Even Star Trek. "The Enterprise Incident" presents the cloaking device as something new, when it was originally seen in "Balance of Terror" (though I always attributed Spock's line that 'they appear to have a new cloaking device' to mean a new, improved version, not necessarily something never before seen).

It seemed starting with the later seasons of TNG continuity became more important. DS9 and Voyager were largely build on continuity. So I think we started expecting it. Enterprise went to a lot of trouble in the 4th season to tie things together in as nice a bow as possible. Then Discovery came along and decided they weren't going to play by the old rules and I guess some of us were just jarred by that. Now that's not to say TNG through Enterprise didn't have inconsistencies, but it seemed they tried to work hard to have a seamless storyline and production values, as much as is possible.

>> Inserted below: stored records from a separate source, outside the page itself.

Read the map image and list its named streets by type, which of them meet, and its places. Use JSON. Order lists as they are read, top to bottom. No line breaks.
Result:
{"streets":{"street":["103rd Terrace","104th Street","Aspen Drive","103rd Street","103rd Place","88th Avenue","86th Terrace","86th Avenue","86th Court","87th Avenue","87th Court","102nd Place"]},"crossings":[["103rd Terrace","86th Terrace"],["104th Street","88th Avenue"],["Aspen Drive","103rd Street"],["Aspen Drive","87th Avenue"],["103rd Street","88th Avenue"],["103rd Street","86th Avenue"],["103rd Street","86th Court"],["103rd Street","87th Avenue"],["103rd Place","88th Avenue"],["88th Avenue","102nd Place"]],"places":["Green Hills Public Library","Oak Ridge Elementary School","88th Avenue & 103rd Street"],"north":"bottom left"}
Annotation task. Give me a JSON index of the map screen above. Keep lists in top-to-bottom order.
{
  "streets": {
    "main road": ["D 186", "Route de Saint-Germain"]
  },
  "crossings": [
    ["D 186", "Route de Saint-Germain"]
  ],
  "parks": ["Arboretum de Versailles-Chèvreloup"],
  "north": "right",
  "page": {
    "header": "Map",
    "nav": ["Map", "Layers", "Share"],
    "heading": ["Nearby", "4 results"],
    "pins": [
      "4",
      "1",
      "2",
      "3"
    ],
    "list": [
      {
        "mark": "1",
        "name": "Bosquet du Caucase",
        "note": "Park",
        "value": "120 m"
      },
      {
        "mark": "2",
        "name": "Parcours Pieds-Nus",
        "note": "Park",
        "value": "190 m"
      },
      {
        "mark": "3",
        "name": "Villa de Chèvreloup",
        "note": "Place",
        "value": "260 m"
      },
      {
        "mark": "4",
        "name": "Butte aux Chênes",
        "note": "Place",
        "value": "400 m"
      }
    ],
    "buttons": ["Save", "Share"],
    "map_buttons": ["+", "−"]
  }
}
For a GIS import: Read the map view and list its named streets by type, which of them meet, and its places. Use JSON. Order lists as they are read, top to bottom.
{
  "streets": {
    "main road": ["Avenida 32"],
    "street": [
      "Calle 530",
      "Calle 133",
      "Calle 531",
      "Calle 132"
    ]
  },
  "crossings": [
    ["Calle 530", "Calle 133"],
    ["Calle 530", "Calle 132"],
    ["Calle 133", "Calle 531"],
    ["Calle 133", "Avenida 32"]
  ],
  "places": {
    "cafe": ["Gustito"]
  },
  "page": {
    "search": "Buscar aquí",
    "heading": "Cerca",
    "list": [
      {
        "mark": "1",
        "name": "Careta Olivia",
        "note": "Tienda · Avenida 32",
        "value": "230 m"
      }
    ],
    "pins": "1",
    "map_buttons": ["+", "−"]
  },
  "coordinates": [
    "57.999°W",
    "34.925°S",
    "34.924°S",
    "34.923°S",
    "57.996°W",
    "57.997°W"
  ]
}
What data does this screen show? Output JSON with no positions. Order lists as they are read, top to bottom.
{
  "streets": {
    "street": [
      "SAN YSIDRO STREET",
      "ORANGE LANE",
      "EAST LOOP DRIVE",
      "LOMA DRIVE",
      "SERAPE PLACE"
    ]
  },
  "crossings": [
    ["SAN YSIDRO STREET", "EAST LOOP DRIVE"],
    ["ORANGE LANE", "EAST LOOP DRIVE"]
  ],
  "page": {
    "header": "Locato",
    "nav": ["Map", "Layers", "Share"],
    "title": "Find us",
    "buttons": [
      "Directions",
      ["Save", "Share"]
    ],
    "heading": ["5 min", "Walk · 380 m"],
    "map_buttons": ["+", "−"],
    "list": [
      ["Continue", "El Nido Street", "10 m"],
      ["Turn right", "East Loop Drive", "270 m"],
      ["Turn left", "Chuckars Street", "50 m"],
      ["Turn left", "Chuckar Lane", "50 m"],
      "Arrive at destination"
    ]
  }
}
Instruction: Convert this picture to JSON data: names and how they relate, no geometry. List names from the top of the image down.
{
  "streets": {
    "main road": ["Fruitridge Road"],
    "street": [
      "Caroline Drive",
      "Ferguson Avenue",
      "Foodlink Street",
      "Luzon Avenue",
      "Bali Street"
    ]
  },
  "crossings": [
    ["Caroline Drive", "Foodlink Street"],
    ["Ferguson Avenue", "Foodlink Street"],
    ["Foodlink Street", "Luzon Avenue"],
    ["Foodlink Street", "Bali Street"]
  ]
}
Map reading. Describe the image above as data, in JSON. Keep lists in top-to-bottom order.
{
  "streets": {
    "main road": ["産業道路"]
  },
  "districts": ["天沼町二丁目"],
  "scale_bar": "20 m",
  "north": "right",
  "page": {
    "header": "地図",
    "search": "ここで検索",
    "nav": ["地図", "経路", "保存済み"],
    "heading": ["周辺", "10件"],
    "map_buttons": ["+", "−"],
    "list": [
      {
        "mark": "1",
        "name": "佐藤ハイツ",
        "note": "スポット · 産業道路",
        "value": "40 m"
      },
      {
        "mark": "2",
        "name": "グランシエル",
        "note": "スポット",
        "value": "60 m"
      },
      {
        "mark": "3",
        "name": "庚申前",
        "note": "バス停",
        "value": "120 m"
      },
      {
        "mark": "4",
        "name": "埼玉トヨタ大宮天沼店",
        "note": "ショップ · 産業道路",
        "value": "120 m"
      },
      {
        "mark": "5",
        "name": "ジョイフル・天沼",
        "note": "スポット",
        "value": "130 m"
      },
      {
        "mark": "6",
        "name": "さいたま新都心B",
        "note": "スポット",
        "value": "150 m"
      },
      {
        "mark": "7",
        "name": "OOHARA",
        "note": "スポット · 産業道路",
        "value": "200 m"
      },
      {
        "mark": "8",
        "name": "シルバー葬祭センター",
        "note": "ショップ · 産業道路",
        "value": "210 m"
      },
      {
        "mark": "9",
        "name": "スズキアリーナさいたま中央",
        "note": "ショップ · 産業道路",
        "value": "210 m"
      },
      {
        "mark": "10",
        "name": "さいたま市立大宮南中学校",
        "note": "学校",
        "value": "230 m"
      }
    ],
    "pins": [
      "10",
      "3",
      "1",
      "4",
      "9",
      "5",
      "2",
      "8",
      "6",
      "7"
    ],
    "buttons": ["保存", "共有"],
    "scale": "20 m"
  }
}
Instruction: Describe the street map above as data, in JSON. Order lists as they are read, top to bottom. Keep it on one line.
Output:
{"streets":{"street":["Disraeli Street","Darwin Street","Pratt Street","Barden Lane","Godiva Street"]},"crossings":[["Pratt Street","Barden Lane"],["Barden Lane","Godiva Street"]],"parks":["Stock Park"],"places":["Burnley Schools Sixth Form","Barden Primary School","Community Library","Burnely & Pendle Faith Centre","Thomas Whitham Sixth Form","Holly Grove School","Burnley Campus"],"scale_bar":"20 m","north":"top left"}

The Planet of the Apes TV series is a good example. I usually attributed the differences there due to the time. It took place in the 31st century instead of the 40th century. But still, how did the astronauts not know about previous ships, since they apparently left Earth in 1980, long after Taylor's ship was lost and Kira and Cornelius came to the past.

Funny, I'm more forgiving of other shows for that sort of thing. I guess with Star Trek I came to expect more continuity, and I like Star Trek more so I guess I care what they do with it more then I do other genres.
 
The PLANET OF THE APES tv series in 1974 had played kinda fast and loose with the movie continuity. Ditto the LOGAN'S RUN tv series. I think there was less of an expectation in those days that everything had to fit into one seamless "canon" or continuity.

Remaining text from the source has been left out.